ENTRIES SUPPLIED »

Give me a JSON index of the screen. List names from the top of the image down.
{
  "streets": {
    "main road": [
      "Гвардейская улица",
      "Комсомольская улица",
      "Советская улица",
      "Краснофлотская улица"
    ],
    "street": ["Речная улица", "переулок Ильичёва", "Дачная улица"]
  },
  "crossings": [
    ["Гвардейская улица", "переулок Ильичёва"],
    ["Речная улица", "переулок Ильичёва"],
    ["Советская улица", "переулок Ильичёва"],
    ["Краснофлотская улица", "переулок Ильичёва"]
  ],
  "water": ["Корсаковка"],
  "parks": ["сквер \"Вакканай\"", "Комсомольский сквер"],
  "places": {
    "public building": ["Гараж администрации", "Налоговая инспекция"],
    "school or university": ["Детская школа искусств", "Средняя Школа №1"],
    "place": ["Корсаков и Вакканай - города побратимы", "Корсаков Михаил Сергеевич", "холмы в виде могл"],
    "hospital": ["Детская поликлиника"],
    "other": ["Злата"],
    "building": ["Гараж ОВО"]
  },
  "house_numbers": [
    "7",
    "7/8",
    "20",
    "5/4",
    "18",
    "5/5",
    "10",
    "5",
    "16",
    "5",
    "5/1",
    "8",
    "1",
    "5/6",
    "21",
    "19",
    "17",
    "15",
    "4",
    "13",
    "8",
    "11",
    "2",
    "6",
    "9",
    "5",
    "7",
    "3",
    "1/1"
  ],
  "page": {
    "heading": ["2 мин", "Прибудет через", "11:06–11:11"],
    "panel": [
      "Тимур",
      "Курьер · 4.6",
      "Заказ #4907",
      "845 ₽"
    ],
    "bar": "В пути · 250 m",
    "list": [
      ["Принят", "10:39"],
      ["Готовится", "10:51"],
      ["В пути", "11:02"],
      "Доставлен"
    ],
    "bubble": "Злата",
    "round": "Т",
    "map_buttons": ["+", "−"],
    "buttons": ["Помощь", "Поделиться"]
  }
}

PROBLEM TO SOLVE »
The full listing above is to be retyped exactly.

RESPONSE TO THE EXERCISE »
Give me a JSON index of the screen. List names from the top of the image down.
{
  "streets": {
    "main road": [
      "Гвардейская улица",
      "Комсомольская улица",
      "Советская улица",
      "Краснофлотская улица"
    ],
    "street": ["Речная улица", "переулок Ильичёва", "Дачная улица"]
  },
  "crossings": [
    ["Гвардейская улица", "переулок Ильичёва"],
    ["Речная улица", "переулок Ильичёва"],
    ["Советская улица", "переулок Ильичёва"],
    ["Краснофлотская улица", "переулок Ильичёва"]
  ],
  "water": ["Корсаковка"],
  "parks": ["сквер \"Вакканай\"", "Комсомольский сквер"],
  "places": {
    "public building": ["Гараж администрации", "Налоговая инспекция"],
    "school or university": ["Детская школа искусств", "Средняя Школа №1"],
    "place": ["Корсаков и Вакканай - города побратимы", "Корсаков Михаил Сергеевич", "холмы в виде могл"],
    "hospital": ["Детская поликлиника"],
    "other": ["Злата"],
    "building": ["Гараж ОВО"]
  },
  "house_numbers": [
    "7",
    "7/8",
    "20",
    "5/4",
    "18",
    "5/5",
    "10",
    "5",
    "16",
    "5",
    "5/1",
    "8",
    "1",
    "5/6",
    "21",
    "19",
    "17",
    "15",
    "4",
    "13",
    "8",
    "11",
    "2",
    "6",
    "9",
    "5",
    "7",
    "3",
    "1/1"
  ],
  "page": {
    "heading": ["2 мин", "Прибудет через", "11:06–11:11"],
    "panel": [
      "Тимур",
      "Курьер · 4.6",
      "Заказ #4907",
      "845 ₽"
    ],
    "bar": "В пути · 250 m",
    "list": [
      ["Принят", "10:39"],
      ["Готовится", "10:51"],
      ["В пути", "11:02"],
      "Доставлен"
    ],
    "bubble": "Злата",
    "round": "Т",
    "map_buttons": ["+", "−"],
    "buttons": ["Помощь", "Поделиться"]
  }
}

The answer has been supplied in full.